After another prompt, she stated that the Hungarian Guardsman must have learned
through her name, her outlook, and because her co-worker knew.
 
[19]     The
hesitant nature of this answer gives rise to some concerns about its accuracy.
 
 
 
[22]          
I
believe the Board’s analysis is based on the following exchange between the applicants’
lawyer, the presiding member and the principal applicant which took place at
the hearing (pages 399 and 400 of the Certified Tribunal Record):
BY
MR. BHATTI:
 
Q:  You
said that -- you were asked about the Hungarian Guard targeting your children
and you said it was because you were Roma. How did -- from your knowledge, how
did the Hungarian Guard first become aware that you were Roma?
 
A:  When
did they know or how do they know that I am Roma origin, Counsel?
 
Q:  Yes.
 
PRESIDING
MEMBER:  If you don’t know, that would be an answer too. You’re
taking awhile with this. If there is an answer, you can take your time, but if
you don’t know, you can say that. Whatever is the truth.
 
A:  Counsel,
you asked since when they know or how they know that I am Roma origin?
 
BY
MR. BHATTI:
 
Q:  Yeah.
How do you think they knew that you were Roma? If you know. If you don’t know,
that’s fine. Okay. Is it safe to assume from you not answering, ma’am, that you
don’t know?
 
A:  I’m
sorry, I do not understand the question.
 
PRESIDING
MEMBER:  The question is – 
 
INTERPRETER:  Counsel,
can you pose the question again?
 
MR.
BHATTI:  I think the Panel is about to.
 
PRESIDING
MEMBER:  Well, how would Hungarian Guardsmen know that you’re a Roma
person? You said your children were harassed because you’re Roma. How do they
know you’re Roma?
 
A:  They
know because of my name, because of my outlook. This co-worker, she knew
evidently that I am a Roma origin and her husband was a Guardsman.

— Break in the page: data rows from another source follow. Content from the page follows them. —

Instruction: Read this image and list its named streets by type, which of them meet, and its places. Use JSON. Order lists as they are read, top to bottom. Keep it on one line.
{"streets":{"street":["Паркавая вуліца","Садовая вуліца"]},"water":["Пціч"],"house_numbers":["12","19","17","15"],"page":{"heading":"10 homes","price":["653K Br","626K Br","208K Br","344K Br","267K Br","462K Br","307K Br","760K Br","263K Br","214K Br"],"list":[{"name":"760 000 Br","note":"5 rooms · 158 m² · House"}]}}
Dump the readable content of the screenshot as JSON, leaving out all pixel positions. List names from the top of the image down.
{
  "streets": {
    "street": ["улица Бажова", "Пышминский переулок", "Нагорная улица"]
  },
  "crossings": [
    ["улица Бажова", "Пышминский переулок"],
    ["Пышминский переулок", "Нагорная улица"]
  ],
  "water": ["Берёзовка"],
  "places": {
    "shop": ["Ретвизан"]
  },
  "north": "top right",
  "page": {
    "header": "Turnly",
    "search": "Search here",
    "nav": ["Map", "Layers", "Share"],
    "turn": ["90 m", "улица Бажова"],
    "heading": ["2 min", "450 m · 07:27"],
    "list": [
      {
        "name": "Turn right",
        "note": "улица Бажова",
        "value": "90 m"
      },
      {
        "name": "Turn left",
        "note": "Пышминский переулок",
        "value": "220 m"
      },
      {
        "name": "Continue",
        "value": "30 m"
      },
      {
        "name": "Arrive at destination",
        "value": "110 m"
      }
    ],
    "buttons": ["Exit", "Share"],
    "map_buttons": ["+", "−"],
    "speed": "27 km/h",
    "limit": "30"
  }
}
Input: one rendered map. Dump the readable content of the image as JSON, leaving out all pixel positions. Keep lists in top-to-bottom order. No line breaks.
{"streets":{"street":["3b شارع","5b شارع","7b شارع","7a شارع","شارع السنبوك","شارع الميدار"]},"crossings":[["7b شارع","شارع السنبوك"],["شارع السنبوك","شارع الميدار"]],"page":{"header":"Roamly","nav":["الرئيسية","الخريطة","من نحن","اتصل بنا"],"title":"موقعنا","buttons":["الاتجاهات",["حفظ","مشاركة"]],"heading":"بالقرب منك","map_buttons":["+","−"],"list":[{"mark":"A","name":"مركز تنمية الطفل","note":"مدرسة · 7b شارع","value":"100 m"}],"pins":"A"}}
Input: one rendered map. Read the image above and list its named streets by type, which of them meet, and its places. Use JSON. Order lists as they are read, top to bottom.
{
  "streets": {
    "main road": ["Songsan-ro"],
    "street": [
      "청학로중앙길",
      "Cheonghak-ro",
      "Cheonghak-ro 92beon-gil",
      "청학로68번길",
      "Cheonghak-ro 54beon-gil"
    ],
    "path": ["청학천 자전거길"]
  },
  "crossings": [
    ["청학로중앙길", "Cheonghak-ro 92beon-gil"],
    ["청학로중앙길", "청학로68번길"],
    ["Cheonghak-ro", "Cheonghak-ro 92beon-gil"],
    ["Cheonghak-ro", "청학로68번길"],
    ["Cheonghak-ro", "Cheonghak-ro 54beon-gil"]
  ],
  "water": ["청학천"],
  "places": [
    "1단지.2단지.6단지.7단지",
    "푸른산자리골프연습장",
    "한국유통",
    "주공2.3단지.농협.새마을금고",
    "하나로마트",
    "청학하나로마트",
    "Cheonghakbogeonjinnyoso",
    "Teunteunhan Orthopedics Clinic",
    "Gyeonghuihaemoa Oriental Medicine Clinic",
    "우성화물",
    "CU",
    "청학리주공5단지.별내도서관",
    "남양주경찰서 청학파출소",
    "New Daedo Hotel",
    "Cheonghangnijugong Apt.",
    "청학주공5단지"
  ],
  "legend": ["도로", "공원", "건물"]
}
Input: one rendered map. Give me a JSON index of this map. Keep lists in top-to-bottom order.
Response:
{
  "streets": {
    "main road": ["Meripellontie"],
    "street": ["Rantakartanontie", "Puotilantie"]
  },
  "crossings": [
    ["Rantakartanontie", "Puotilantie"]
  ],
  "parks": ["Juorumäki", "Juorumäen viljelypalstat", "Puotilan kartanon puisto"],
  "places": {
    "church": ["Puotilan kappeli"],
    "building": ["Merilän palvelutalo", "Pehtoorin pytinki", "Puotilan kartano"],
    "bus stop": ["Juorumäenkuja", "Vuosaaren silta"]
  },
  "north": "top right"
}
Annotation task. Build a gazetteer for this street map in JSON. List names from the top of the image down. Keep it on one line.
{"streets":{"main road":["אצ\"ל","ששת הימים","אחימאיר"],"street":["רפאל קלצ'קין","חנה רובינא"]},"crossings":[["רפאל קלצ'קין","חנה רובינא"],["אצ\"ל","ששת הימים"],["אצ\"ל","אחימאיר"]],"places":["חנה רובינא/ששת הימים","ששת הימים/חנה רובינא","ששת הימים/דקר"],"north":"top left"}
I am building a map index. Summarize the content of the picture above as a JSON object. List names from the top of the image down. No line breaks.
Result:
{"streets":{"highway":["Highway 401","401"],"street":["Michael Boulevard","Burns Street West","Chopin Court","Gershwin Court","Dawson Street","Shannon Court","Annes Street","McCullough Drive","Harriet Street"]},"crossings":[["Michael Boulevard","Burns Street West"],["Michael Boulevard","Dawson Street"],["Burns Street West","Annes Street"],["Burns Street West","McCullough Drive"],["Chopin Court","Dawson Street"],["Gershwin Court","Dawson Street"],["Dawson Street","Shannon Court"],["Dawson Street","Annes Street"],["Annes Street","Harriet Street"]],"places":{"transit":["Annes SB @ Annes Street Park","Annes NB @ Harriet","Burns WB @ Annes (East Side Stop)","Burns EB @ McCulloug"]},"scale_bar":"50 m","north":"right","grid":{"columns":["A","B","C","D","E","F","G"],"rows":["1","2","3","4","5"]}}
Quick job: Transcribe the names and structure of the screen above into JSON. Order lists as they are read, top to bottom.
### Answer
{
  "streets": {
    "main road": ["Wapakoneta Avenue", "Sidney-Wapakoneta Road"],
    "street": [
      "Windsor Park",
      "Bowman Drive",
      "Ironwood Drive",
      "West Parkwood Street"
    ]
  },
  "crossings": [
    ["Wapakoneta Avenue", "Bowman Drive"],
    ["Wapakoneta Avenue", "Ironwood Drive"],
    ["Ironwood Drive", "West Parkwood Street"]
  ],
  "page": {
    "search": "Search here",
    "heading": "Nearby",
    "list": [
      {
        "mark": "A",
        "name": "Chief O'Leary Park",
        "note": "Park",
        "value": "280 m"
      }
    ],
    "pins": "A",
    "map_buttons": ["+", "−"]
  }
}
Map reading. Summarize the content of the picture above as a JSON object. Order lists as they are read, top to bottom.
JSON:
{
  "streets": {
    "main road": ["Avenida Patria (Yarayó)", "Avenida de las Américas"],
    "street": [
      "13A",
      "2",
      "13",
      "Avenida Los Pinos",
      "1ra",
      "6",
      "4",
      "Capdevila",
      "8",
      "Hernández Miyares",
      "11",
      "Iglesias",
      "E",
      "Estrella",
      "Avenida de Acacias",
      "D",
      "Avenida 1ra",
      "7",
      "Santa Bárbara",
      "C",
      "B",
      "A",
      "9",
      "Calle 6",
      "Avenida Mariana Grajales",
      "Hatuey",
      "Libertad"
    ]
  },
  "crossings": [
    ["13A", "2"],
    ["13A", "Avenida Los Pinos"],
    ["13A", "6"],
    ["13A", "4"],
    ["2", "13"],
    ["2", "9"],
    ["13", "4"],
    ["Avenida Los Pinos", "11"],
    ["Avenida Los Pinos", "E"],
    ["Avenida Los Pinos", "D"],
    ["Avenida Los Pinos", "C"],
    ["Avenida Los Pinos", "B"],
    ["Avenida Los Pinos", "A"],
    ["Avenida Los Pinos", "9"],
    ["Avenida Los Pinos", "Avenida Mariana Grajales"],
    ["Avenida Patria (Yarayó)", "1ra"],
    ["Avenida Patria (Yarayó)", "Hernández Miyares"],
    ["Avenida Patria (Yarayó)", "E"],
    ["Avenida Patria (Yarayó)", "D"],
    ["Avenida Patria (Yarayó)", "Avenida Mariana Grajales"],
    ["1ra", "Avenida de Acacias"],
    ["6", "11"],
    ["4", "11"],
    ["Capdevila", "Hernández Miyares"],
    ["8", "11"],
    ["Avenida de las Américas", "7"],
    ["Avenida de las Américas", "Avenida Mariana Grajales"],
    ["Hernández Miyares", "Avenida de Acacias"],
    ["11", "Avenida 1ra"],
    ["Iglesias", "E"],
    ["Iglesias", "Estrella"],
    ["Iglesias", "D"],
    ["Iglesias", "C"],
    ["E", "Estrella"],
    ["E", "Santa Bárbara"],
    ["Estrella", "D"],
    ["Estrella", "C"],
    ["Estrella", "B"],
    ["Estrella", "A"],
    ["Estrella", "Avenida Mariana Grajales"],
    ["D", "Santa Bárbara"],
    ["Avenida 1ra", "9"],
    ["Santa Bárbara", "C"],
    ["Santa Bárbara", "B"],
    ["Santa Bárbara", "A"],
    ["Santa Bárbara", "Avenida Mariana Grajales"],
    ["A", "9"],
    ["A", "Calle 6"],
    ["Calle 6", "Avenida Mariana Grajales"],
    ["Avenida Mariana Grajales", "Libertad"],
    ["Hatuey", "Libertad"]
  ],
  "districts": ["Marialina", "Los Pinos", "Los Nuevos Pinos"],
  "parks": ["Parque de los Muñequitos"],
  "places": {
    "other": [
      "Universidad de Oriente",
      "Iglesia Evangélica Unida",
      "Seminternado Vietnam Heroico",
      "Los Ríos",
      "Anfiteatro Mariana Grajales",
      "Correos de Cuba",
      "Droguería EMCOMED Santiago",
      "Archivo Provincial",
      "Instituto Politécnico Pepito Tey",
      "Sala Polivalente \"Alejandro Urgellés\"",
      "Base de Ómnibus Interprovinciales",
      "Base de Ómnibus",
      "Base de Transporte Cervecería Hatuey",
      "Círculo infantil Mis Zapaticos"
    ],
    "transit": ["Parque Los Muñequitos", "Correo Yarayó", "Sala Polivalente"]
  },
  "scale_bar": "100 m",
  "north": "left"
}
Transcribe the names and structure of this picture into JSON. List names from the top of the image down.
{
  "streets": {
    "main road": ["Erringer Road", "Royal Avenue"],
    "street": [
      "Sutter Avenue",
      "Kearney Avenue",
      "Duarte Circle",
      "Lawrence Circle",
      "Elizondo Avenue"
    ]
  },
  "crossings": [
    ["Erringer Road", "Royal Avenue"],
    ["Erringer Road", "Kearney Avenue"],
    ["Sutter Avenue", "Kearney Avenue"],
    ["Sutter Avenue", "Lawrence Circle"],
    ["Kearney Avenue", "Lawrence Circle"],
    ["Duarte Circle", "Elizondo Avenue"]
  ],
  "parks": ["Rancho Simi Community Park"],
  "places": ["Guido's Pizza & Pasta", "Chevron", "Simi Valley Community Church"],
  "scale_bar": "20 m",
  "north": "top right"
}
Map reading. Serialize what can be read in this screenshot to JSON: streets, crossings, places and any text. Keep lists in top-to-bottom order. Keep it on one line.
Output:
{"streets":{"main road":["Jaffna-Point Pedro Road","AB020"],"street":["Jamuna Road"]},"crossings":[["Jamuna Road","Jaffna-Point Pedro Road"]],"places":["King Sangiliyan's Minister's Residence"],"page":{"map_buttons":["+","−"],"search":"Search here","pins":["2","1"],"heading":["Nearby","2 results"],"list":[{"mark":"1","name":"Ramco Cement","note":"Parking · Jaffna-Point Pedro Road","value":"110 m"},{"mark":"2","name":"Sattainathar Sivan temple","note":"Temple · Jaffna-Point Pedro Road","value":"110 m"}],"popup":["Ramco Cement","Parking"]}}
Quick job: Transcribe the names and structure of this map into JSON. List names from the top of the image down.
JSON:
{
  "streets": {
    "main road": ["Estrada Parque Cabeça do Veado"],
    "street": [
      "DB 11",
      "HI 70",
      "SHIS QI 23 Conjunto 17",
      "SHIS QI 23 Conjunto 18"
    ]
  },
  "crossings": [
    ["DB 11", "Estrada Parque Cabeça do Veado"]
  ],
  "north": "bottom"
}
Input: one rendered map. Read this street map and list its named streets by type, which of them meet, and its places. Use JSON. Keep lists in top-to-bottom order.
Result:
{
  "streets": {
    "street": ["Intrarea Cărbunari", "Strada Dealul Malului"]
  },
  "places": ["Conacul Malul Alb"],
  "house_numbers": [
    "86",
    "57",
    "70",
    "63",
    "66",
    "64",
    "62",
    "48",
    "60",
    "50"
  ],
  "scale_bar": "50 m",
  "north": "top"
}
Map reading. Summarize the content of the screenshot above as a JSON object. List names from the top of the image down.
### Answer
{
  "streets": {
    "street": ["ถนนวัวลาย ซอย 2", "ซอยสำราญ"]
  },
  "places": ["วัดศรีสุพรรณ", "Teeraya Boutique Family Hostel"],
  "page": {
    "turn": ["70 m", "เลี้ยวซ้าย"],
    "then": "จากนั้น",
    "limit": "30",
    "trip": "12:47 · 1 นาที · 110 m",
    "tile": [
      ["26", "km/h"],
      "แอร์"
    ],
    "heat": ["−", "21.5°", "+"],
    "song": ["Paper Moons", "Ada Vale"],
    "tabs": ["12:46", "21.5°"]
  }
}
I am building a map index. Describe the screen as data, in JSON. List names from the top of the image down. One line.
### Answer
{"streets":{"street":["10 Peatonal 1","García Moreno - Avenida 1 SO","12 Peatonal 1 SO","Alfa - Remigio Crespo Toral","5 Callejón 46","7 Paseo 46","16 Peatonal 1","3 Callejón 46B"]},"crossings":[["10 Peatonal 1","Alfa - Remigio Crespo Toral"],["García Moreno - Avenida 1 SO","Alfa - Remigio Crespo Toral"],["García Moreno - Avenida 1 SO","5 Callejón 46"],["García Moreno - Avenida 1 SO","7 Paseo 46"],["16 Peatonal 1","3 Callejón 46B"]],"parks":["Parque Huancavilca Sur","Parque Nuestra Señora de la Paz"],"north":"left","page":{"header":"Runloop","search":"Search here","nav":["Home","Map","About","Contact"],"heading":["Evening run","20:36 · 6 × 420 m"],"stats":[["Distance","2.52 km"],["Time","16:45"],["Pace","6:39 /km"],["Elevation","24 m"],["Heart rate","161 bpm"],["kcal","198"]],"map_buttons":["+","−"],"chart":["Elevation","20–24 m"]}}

They knew my
children attended what school.
 
 
 
[23]          
As
the applicants have not explained how the principal applicant had difficulty
understanding the interpreter during this exchange, and this exchange was the
only example the Board gave to justify its finding that the principal applicant
was not a particularly straightforward witness, I fail to understand how the
Board had a duty to acknowledge any interpretation difficulties in making this
finding. 
 
[24]          
Accordingly,
since the applicants have not explained how any interpretative errors had a
material effect on the decision or impacted their ability to make their case, I
cannot find that the Board breached the duty of procedural fairness (Deng,
above, at para 17; Dhaliwal, above, at para 18).
 
* * * *
* * * *
 
[25]          
For
the above-mentioned reasons, the application for judicial review is dismissed. 
 
[26]          
I
agree with counsel for the parties that this is not a matter for certification.
 
 
 
 
JUDGMENT
 
            The application for
judicial review of the decision of Ron Yamauchi, a member of the Refugee
Protection Division of the Immigration and Refugee Board of Canada, dated August
14, 2012, is dismissed.
 
 
“Yvon Pinard”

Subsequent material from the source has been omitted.